Sie sind winzig klein und doch eine veritable erdgeschichtliche Quelle: Pollen sind meist gerade mal 20 Mikrometer also 0,02 Millimeter, groß. Anhand dieser Kleinstpartikel ist es nun einem Forschungsteam der Leibniz Universität Hannover (LUH) und der Rheinischen Friedrich-Wilhelms-Universität Bonn gelungen, das früheste Auftreten von Blütenpflanzen, so genannten Angiospermen, deutlich zu präzisieren. Ging man bislang davon aus, dass zweikeimblättrige Blütenpflanzen, die Eudikotyledolen, erstmals vor rund 121 Millionen Jahren aufkamen, so konnten die Wissenschaftlerinnen und Wissenschaftler in dem von der Deutschen Forschungsgemeinschaft geförderten Projekt „Palynologische Untersuchungen zur frühesten Phase der Angiospermen Evolution“ mittels neuer Befunde nachweisen, dass Blütenpflanzen schon mindestens zwei Millionen Jahre früher existierten. Das Projekt lief von Oktober 2020 bis einschließlich März 2025 und wurde mit 255.000 Euro gefördert.

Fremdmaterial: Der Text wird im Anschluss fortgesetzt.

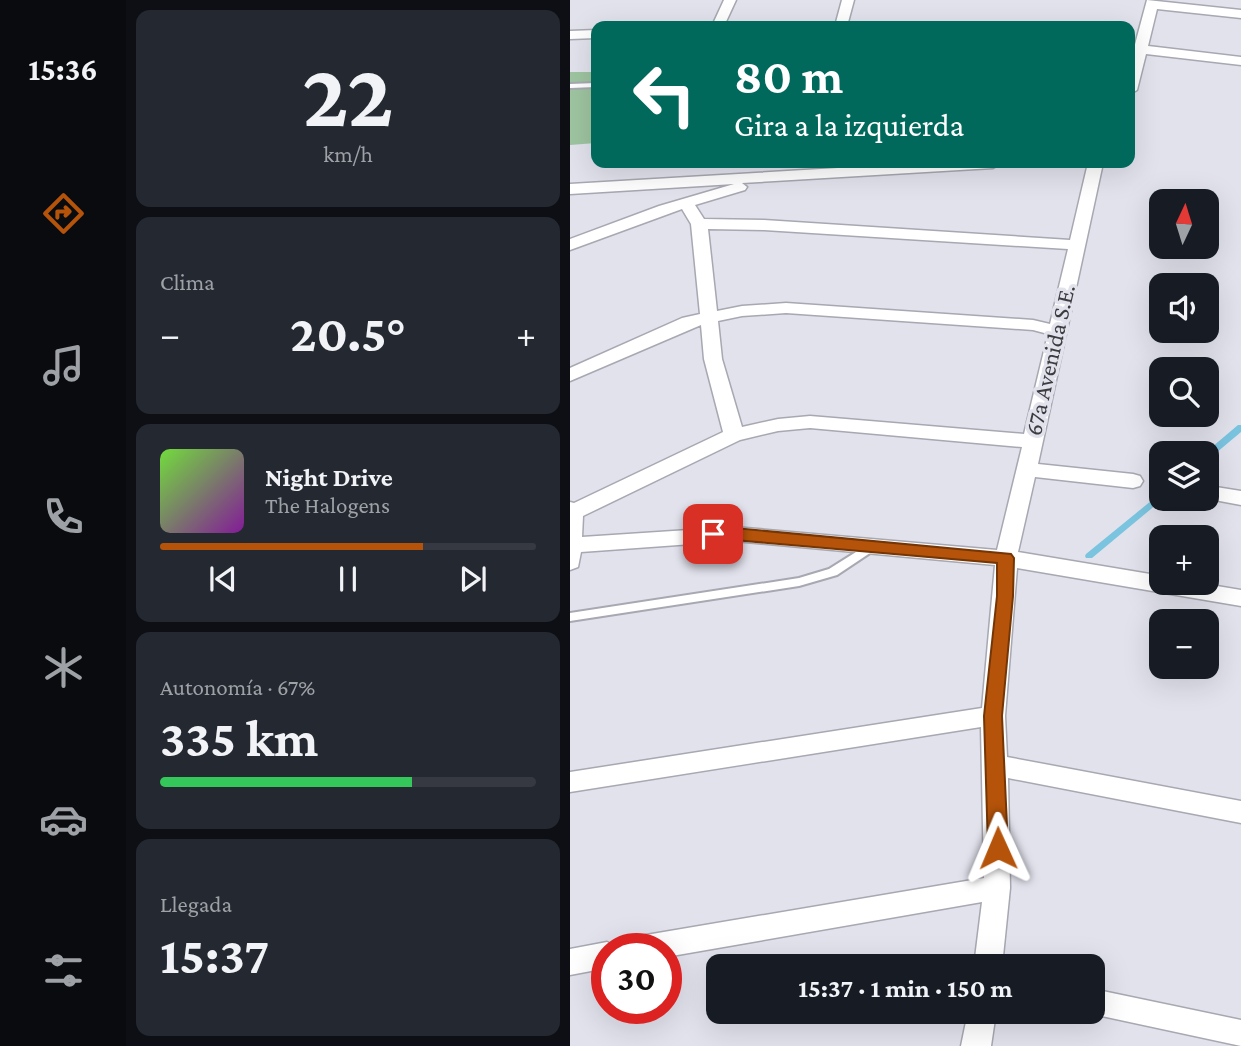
<!DOCTYPE html>
<html lang="es">
<head>
<meta charset="utf-8">
<style>
  body { margin:0; font-family:"Crimson Pro",serif; background:#242831; color:#f1f3f6; height:100vh; display:flex; flex-direction:column; font-size:26px; white-space:nowrap }
  * { box-sizing:border-box; margin:0 }
  p { font-size:23px; color:#9ea1a6 }
  .icon { flex:none; width:38px; height:38px; fill:none; stroke:currentColor; stroke-width:2; stroke-linecap:round; stroke-linejoin:round }
  .map { position:relative; flex:1; overflow:hidden }
  .details { display:flex; flex-direction:column; gap:10px; padding:10px; background:#0d0f14; width:444px }
  .details>* { flex:none }
  .banner { position:absolute; left:21px; top:21px; width:544px; height:147px; border-radius:14px; box-shadow:0 7px 28px #0002; background:#00695c; color:#fff; overflow:hidden }
  .needle { width:46px; rotate:4deg }
  .fabs { position:absolute; left:579px; top:189px; display:grid; gap:14px }
  .fabs a { display:grid; place-items:center; width:70px; height:70px; border-radius:14px; background:#171b24; box-shadow:0 7px 28px #0002; font-size:35px }
  .speed { position:absolute; left:21px; top:933px; display:flex; gap:14px; font-size:35px; font-weight:700; text-align:center }
  .speed>* { display:grid; place-content:center; width:91px; height:91px; border-radius:50%; background:#171b24; box-shadow:0 7px 28px #0002; line-height:1 }
  .speed .limit { border:10px solid #d22; background:#fff; color:#111 }
  .pin { position:absolute; display:grid; place-items:center; width:60px; height:60px; color:#fff; margin:-30px; border-radius:14px; box-shadow:0 4px 10px #0006 }
  .me { position:absolute; width:77px; margin:-38px; rotate:359deg; stroke-linejoin:round; filter:drop-shadow(0 0 5px #0008) }
  .turn { display:flex; align-items:center; gap:24px; height:147px; padding:0 28px; font-size:32px }
  .turn .icon { width:91px; height:91px; stroke-width:2.5 }
  .turn b { display:block; font-size:49px; line-height:60px }
  .big { font-size:52px; font-weight:700; line-height:1.1 }
  .details .widget { flex:1; display:flex; flex-direction:column; justify-content:center; gap:10px; min-width:0; padding:0 24px; border-radius:14px; background:#242831 }
  .details .dial { align-items:center; gap:0 }
  .dial b { font-size:91px; line-height:1 }
  .song { display:flex; align-items:center; gap:21px }
  .cover { width:84px; height:84px; border-radius:10px; background:linear-gradient(135deg,hsl(100 70% 55%),hsl(290 70% 35%)) }
  .played { height:7px; border-radius:4px; background:linear-gradient(90deg,#b45309 70%,#363941 70%) }
  .keys { display:flex; justify-content:space-around; direction:ltr }
  .heat { display:flex; justify-content:space-between; align-items:center; font-size:38px; direction:ltr }
  .charge { height:10px; border-radius:5px; background:linear-gradient(90deg,#34c759 67%,#363941 0) }
  .trip { position:absolute; left:136px; top:954px; width:399px; height:70px; border-radius:14px; background:#171b24; box-shadow:0 7px 28px #0002; font-weight:700; line-height:70px; text-align:center }
  main { display:flex; flex:1; min-height:0 }
  .tab-bar { display:flex; flex-direction:column; width:126px; justify-content:space-around; align-items:center; background:#090b0e; color:#9ea1a6 }
  .tab-bar .icon { width:49px; height:49px }
  .tab-bar .selected { color:#b45309 }
  .tab-bar b { font-size:32px; color:#f1f3f6 }
  .map>svg:first-child { display:block }
  .green { fill:#9ec4a0 }
  .lines { fill:none; stroke-linecap:round; stroke-linejoin:round }
  .stream { fill:#7ac4df; fill-rule:evenodd }
  .service-casing { stroke:#a7a8b1; stroke-width:4 }
  .minor-casing { stroke:#a7a8b1; stroke-width:3 }
  .service { fill:#fff; fill-rule:evenodd }
  .minor { fill:#fff; fill-rule:evenodd }
  .route { fill:#b45309; stroke:#753606; stroke-width:2 }
  .labels { text-anchor:middle; stroke-width:7; stroke-linejoin:round; paint-order:stroke }
  .street-label { font-size:24px; fill:#3c3c40; stroke:#e1e2ec }
</style>
</head>
<body>
<main>
<nav class="tab-bar">
<b>15:36</b>
<svg class="icon selected" aria-label="directions" viewBox="0 0 24 24"><path d="M12 3l9 9-9 9-9-9zM9 14v-3h6M13 9l2 2-2 2"/></svg>
<svg class="icon" aria-label="music" viewBox="0 0 24 24"><path d="M9 18V5l10-2v13"/><circle cx="6" cy="18" r="3"/><circle cx="16" cy="16" r="3"/></svg>
<svg class="icon" aria-label="phone" viewBox="0 0 24 24"><path d="M5 4h4l2 5-3 2q2 4 5 5l2-3 5 2v4C11 20 4 13 5 4z"/></svg>
<svg class="icon" aria-label="climate" viewBox="0 0 24 24"><path d="M12 3v18M4 7l16 10M4 17L20 7"/></svg>
<svg class="icon" aria-label="car" viewBox="0 0 24 24"><path d="M5 17H2v-5l4-1 3-4h7l3 4 3 1v5h-3M9 17h6M6 11h13"/><circle cx="7" cy="17" r="2"/><circle cx="17" cy="17" r="2"/></svg>
<svg class="icon" aria-label="filters" viewBox="0 0 24 24"><path d="M4 7h16M4 17h16"/><circle cx="9" cy="7" r="2"/><circle cx="15" cy="17" r="2"/></svg>
</nav>
<section class="details">
<div class="widget dial"><b>22</b><p>km/h</p></div>
<div class="widget"><p>Clima</p>
<div class="heat"><a>−</a><b class="big">20.5°</b><a>+</a></div>
</div>
<div class="widget">
<div class="song"><i class="cover"></i><div><b>Night Drive</b><p>The Halogens</p></div></div>
<div class="played"></div>
<div class="keys"><svg class="icon" aria-label="previous" viewBox="0 0 24 24"><path d="M18 5L8 12l10 7zM5 5v14"/></svg><svg class="icon" aria-label="pause" viewBox="0 0 24 24"><path d="M8 5v14M16 5v14"/></svg><svg class="icon" aria-label="next" viewBox="0 0 24 24"><path d="M6 5l10 7-10 7zM19 5v14"/></svg></div>
</div>
<div class="widget"><p>Autonomía · 67%</p><b class="big">335 km</b><div class="charge"></div></div>
<div class="widget"><p>Llegada</p><b class="big">15:37</b></div>
</section>
<div class="map">
<svg width="671" height="1046" viewBox="0 0 671 1046">
  <rect width="100%" height="100%" fill="#e1e2ec"/>
  <path class="green" d="M0,72H26V143L0,145Z"/>
  <g class="lines">
    <path class="stream" d="M668,425H671V432L640,458L637,459V453H635Z
      M592,492V499H593L522,558H516L515,556L516,554Z"/>
    <defs>
      <path id="service" d="M26,83V87L0,88V84Z
        M302,542L306,543L307,546L306,549L267,575L229,586L0,621V613L229,578L259,569Z"/>
      <path id="minor" d="M154,0H166L154,26H142Z
        M272,0H284L277,26H265Z
        M577,0L671,10V18L587,9L578,46L671,57V65L576,54L567,90L560,94V63Z
        M26,30V38L0,39V31Z
        M352,163H431L423,168L172,183L177,187L175,190L125,205L134,219L194,220L500,240L518,163H533L468,464L563,474L570,476L573,481L570,486L563,488L465,477L448,552L592,576V583H629L671,590V606L447,568L435,716L437,757L671,801V823L438,778L440,888L432,966H404L412,902L96,957V948H62L66,939L76,935L414,878L411,727L0,792V772L412,708L425,565L164,541L11,552L8,567L0,570V502L4,503L153,432L134,359L131,325L0,381V368L112,318L130,314L121,224L112,209L0,250V239L89,206L164,184L0,194V184ZM138,229L194,230L498,249L480,324L463,320L216,303L172,306L147,311ZM216,313L463,330L478,334L454,434L240,416L208,419L172,427L152,359L148,321L172,316ZM240,428L452,447L427,550L164,527L12,537L13,516L170,440L208,431Z
        M646,487L671,491V505L639,499V489Z
        M37,942L48,948H37V968L0,975V949Z
        M523,989L671,1020V1046L513,1012H523Z
        M398,1012H426L421,1046H391Z"/>
    </defs>
    <use href="#service" class="service-casing"/>
    <use href="#minor" class="minor-casing"/>
    <use href="#service" class="service"/>
    <use href="#minor" class="minor"/>
  </g>
  <path class="route" d="M164,528L441,554L444,558L443,596L432,716L438,848L435,854L428,856L421,854L418,848L414,716L427,596V563L164,540H143L135,534L143,529Z"/>
  <g class="labels">
    <g class="street-label">
      <text transform="translate(480 360) rotate(-77)" y="8">67a Avenida S.E.</text>
    </g>
  </g>
</svg>
<div class="fabs">
<a><svg class="needle" viewBox="-14 -14 28 28"><path d="M0-13l5 13h-10z" fill="#e53935"/><path d="M0 13l5-13h-10z" fill="#9ea1a6"/></svg></a>
<a><svg class="icon" aria-label="sound" viewBox="0 0 24 24"><path d="M4 9h4l5-4v14l-5-4H4zM17 9q2 3 0 6"/></svg></a>
<a><svg class="icon" aria-label="search" viewBox="0 0 24 24"><circle cx="10" cy="10" r="6"/><path d="M15 15l6 6"/></svg></a>
<a><svg class="icon" aria-label="layers" viewBox="0 0 24 24"><path d="M12 4l9 5-9 5-9-5zM3 14l9 5 9-5"/></svg></a>
<a>+</a>
<a>−</a>
</div>
<div class="speed"><div class="limit">30</div></div>
<div class="pin" style="left:143px;top:534px;background:#d93025"><svg class="icon" aria-label="arrive" viewBox="0 0 24 24"><path d="M6 21V4h12l-3 4 3 4H6"/></svg></div>
<svg class="me" style="left:428px;top:848px" viewBox="-20 -20 40 40"><path d="M0-17L14 15 0 8-14 15z" fill="#b45309" stroke="#fff" stroke-width="4"/></svg>
<div class="trip">15:37 · 1 min · 150 m</div>
<div class="banner">
<div class="turn"><svg class="icon" aria-label="left" viewBox="0 0 24 24"><path d="M17 20v-9H6M10 6l-5 5 5 5"/></svg><div><b>80 m</b>Gira a la izquierda</div></div>
</div>
</div>
</main>
</body>
</html>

Die ersten Landpflanzen überhaupt gab es nach bisherigem Forschungsstand im Erdzeitalter des Ordoviziums, also vor rund 485 bis 444 Millionen Jahren. Zunächst waren es Moose, später kamen Farne dazu, Ginkgos und Koniferen. Blütenpflanzen – heute die vielfältigste Gattung der Landpflanzen überhaupt – gab es erst mehr als 300 Millionen Jahre später. Forscherinnen und Forscher konnten jetzt die bislang ältesten Pollen die von zweikeimblättrigen Blütenpflanzen produziert wurden in Gesteinsabfolgen aus Portugal nachweisen. Prof. Dr. Ulrich Heimhofer, Institut für Erdsystemwissenschaften der LUH, und Dr. Julia Gravendyck, Institut für Organismische Biologie, Universität Bonn, identifizierten mit ihrem Team fossile Angiospermenpollen aus küstennahen Meeresablagerungen aus dem Lusitanischen Becken in Portugal; diese haben sie auf etwa 123 Millionen Jahre vor heute datiert.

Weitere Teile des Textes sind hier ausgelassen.